**Stored entries:**
* * * *

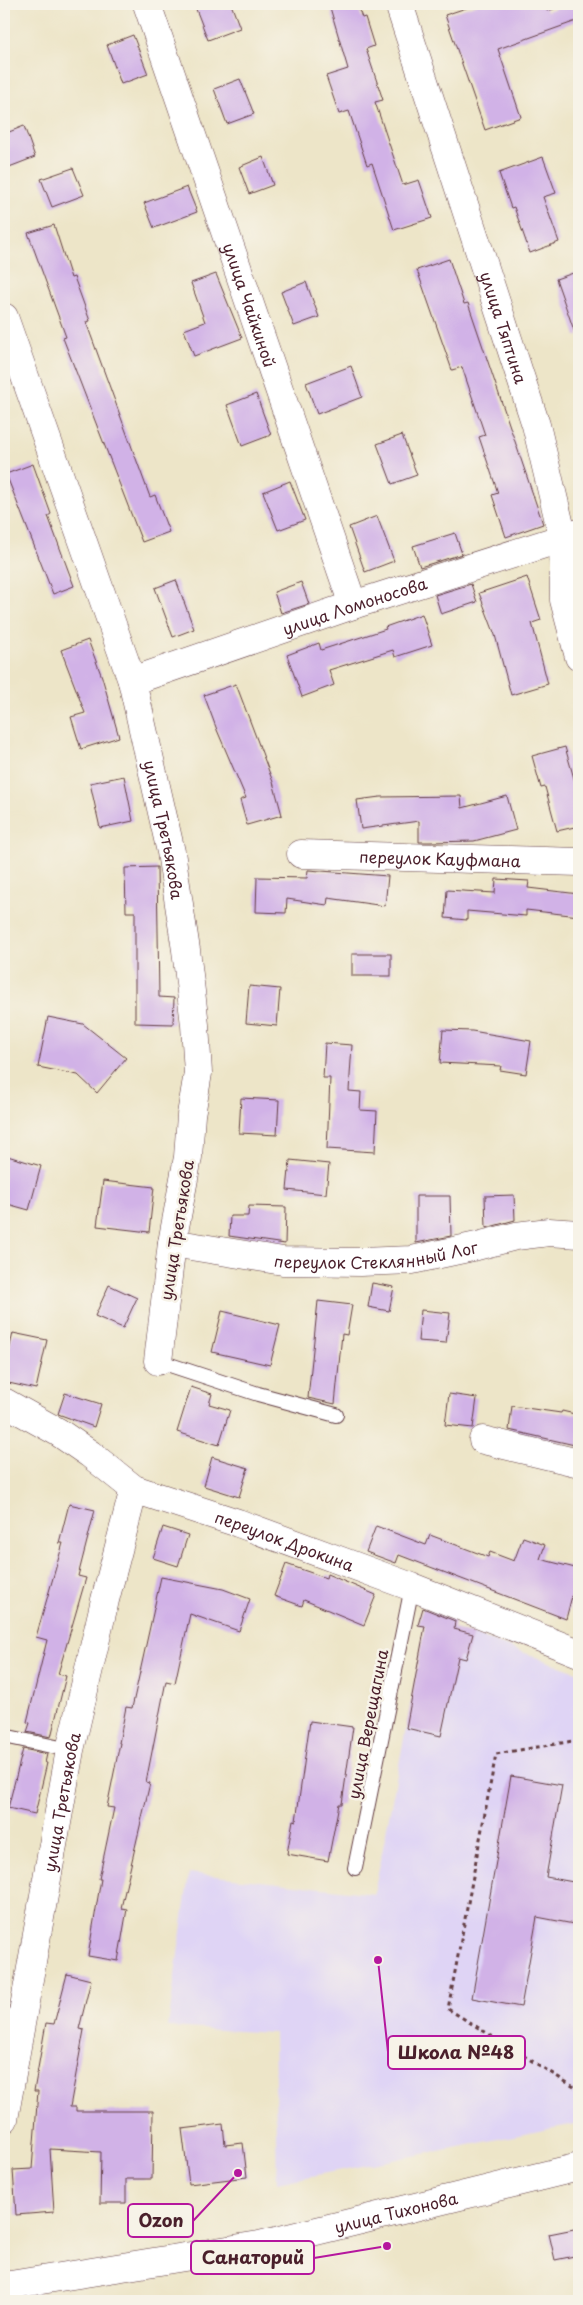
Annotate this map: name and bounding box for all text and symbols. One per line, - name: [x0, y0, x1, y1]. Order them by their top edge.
- street label: улица Чайкиной: [218, 239, 283, 370]
- street label: улица Тяптина: [475, 268, 534, 387]
- street label: улица Ломоносова: [279, 570, 430, 640]
- street label: улица Третьякова: [138, 758, 190, 901]
- street label: переулок Кауфмана: [359, 844, 521, 872]
- street label: улица Третьякова: [153, 1158, 199, 1302]
- street label: переулок Стеклянный Лог: [272, 1234, 481, 1274]
- street label: переулок Дрокина: [212, 1504, 357, 1577]
- street label: улица Верещагина: [341, 1647, 393, 1801]
- street label: улица Третьякова: [36, 1730, 86, 1874]
- callout: Школа №48: [388, 2036, 525, 2069]
- text: Школа №48: [398, 2038, 514, 2065]
- street label: улица Тихонова: [332, 2185, 460, 2238]
- callout: Ozon: [128, 2204, 193, 2237]
- text: Ozon: [138, 2206, 184, 2233]
- callout: Санаторий: [191, 2241, 314, 2274]
- text: Санаторий: [202, 2243, 304, 2270]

* * * *

Repeat the records above exactly. Pictures do not belong in the copy.

**Worked solution:**
Annotate this map: name and bounding box for all text and symbols. One per line, - name: [x0, y0, x1, y1]. Order them by their top edge.
- street label: улица Чайкиной: [218, 239, 283, 370]
- street label: улица Тяптина: [475, 268, 534, 387]
- street label: улица Ломоносова: [279, 570, 430, 640]
- street label: улица Третьякова: [138, 758, 190, 901]
- street label: переулок Кауфмана: [359, 844, 521, 872]
- street label: улица Третьякова: [153, 1158, 199, 1302]
- street label: переулок Стеклянный Лог: [272, 1234, 481, 1274]
- street label: переулок Дрокина: [212, 1504, 357, 1577]
- street label: улица Верещагина: [341, 1647, 393, 1801]
- street label: улица Третьякова: [36, 1730, 86, 1874]
- callout: Школа №48: [388, 2036, 525, 2069]
- text: Школа №48: [398, 2038, 514, 2065]
- street label: улица Тихонова: [332, 2185, 460, 2238]
- callout: Ozon: [128, 2204, 193, 2237]
- text: Ozon: [138, 2206, 184, 2233]
- callout: Санаторий: [191, 2241, 314, 2274]
- text: Санаторий: [202, 2243, 304, 2270]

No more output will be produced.